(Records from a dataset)

• • •

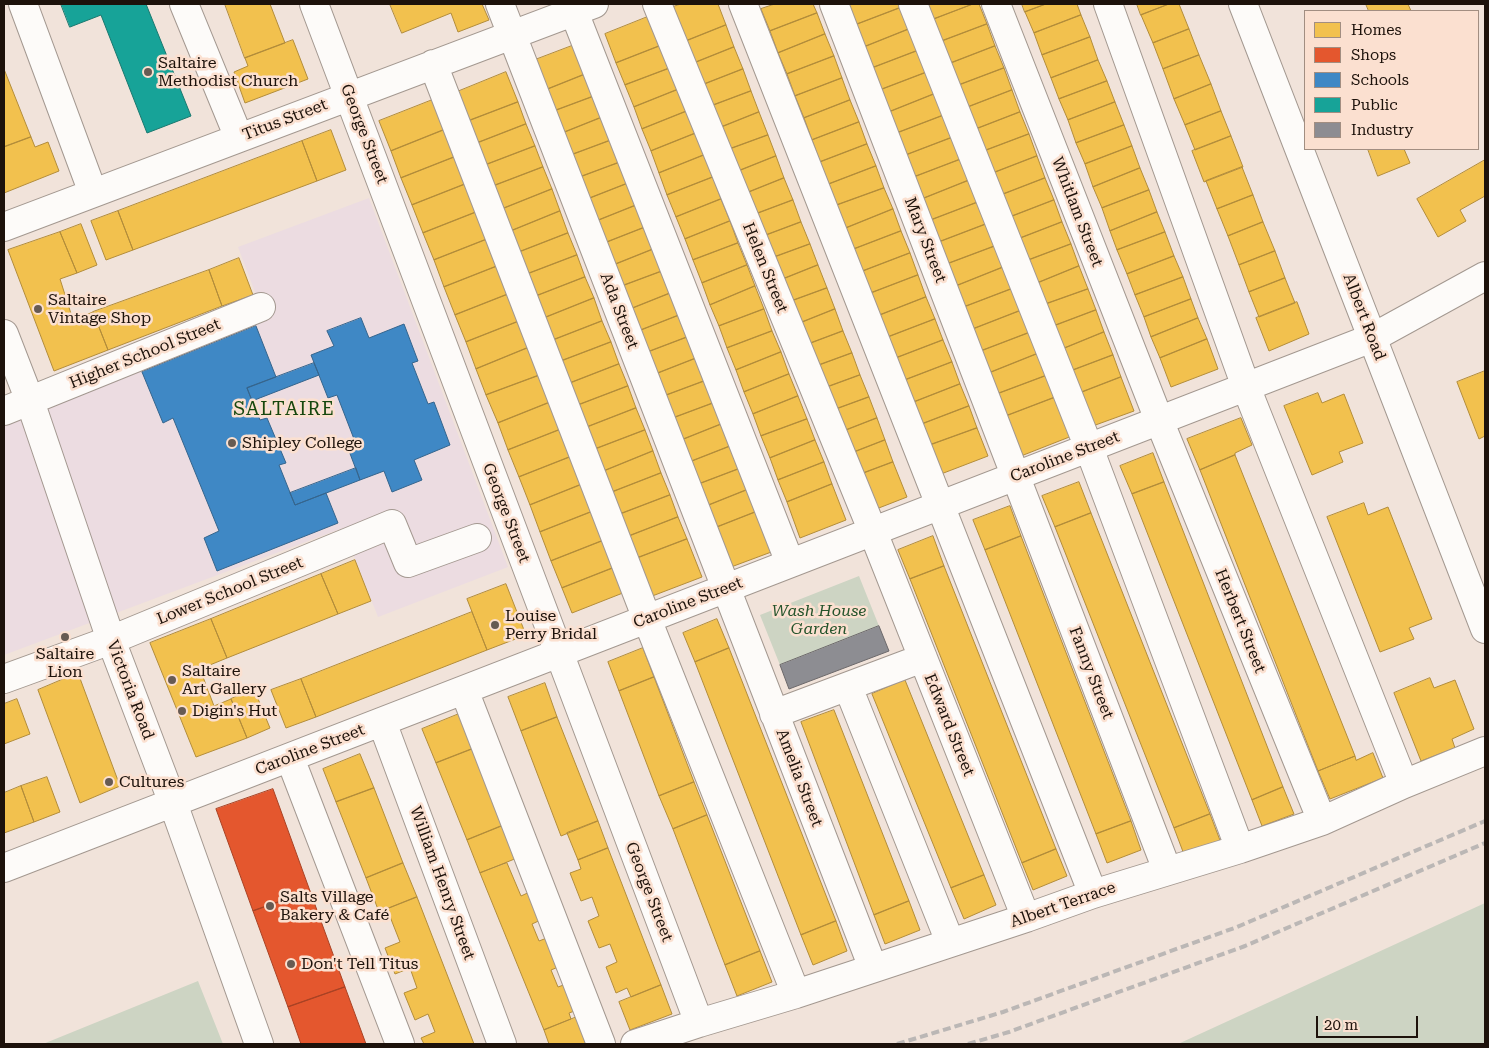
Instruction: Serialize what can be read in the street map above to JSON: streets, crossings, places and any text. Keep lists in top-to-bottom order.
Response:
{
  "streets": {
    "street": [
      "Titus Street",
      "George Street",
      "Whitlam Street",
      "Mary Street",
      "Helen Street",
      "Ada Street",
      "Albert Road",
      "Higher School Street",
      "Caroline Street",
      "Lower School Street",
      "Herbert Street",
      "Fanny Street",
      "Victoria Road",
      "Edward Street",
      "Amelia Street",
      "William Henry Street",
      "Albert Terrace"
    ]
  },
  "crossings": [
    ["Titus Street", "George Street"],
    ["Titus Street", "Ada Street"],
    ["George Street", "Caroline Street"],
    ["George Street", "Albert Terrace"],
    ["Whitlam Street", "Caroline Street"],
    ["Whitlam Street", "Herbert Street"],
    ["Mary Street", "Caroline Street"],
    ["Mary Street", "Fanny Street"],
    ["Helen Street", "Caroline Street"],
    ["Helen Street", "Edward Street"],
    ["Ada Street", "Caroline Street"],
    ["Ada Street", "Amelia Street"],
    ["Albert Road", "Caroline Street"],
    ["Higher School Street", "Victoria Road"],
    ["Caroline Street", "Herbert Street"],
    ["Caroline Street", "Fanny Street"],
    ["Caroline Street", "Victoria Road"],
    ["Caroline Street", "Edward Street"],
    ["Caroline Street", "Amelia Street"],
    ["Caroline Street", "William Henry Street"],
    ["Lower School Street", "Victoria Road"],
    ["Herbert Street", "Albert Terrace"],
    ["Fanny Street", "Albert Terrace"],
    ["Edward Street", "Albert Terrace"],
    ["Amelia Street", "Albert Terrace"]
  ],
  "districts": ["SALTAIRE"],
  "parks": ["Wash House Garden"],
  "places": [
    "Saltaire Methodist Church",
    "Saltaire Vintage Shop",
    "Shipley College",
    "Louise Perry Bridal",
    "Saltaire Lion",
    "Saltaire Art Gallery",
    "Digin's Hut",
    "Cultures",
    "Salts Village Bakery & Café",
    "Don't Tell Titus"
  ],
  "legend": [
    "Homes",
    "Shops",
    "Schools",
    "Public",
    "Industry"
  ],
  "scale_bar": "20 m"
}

• • •

== About this task ==
Once the pictures are set aside, give every line above again without alteration.

== Your response ==
Instruction: Serialize what can be read in the street map above to JSON: streets, crossings, places and any text. Keep lists in top-to-bottom order.
Response:
{
  "streets": {
    "street": [
      "Titus Street",
      "George Street",
      "Whitlam Street",
      "Mary Street",
      "Helen Street",
      "Ada Street",
      "Albert Road",
      "Higher School Street",
      "Caroline Street",
      "Lower School Street",
      "Herbert Street",
      "Fanny Street",
      "Victoria Road",
      "Edward Street",
      "Amelia Street",
      "William Henry Street",
      "Albert Terrace"
    ]
  },
  "crossings": [
    ["Titus Street", "George Street"],
    ["Titus Street", "Ada Street"],
    ["George Street", "Caroline Street"],
    ["George Street", "Albert Terrace"],
    ["Whitlam Street", "Caroline Street"],
    ["Whitlam Street", "Herbert Street"],
    ["Mary Street", "Caroline Street"],
    ["Mary Street", "Fanny Street"],
    ["Helen Street", "Caroline Street"],
    ["Helen Street", "Edward Street"],
    ["Ada Street", "Caroline Street"],
    ["Ada Street", "Amelia Street"],
    ["Albert Road", "Caroline Street"],
    ["Higher School Street", "Victoria Road"],
    ["Caroline Street", "Herbert Street"],
    ["Caroline Street", "Fanny Street"],
    ["Caroline Street", "Victoria Road"],
    ["Caroline Street", "Edward Street"],
    ["Caroline Street", "Amelia Street"],
    ["Caroline Street", "William Henry Street"],
    ["Lower School Street", "Victoria Road"],
    ["Herbert Street", "Albert Terrace"],
    ["Fanny Street", "Albert Terrace"],
    ["Edward Street", "Albert Terrace"],
    ["Amelia Street", "Albert Terrace"]
  ],
  "districts": ["SALTAIRE"],
  "parks": ["Wash House Garden"],
  "places": [
    "Saltaire Methodist Church",
    "Saltaire Vintage Shop",
    "Shipley College",
    "Louise Perry Bridal",
    "Saltaire Lion",
    "Saltaire Art Gallery",
    "Digin's Hut",
    "Cultures",
    "Salts Village Bakery & Café",
    "Don't Tell Titus"
  ],
  "legend": [
    "Homes",
    "Shops",
    "Schools",
    "Public",
    "Industry"
  ],
  "scale_bar": "20 m"
}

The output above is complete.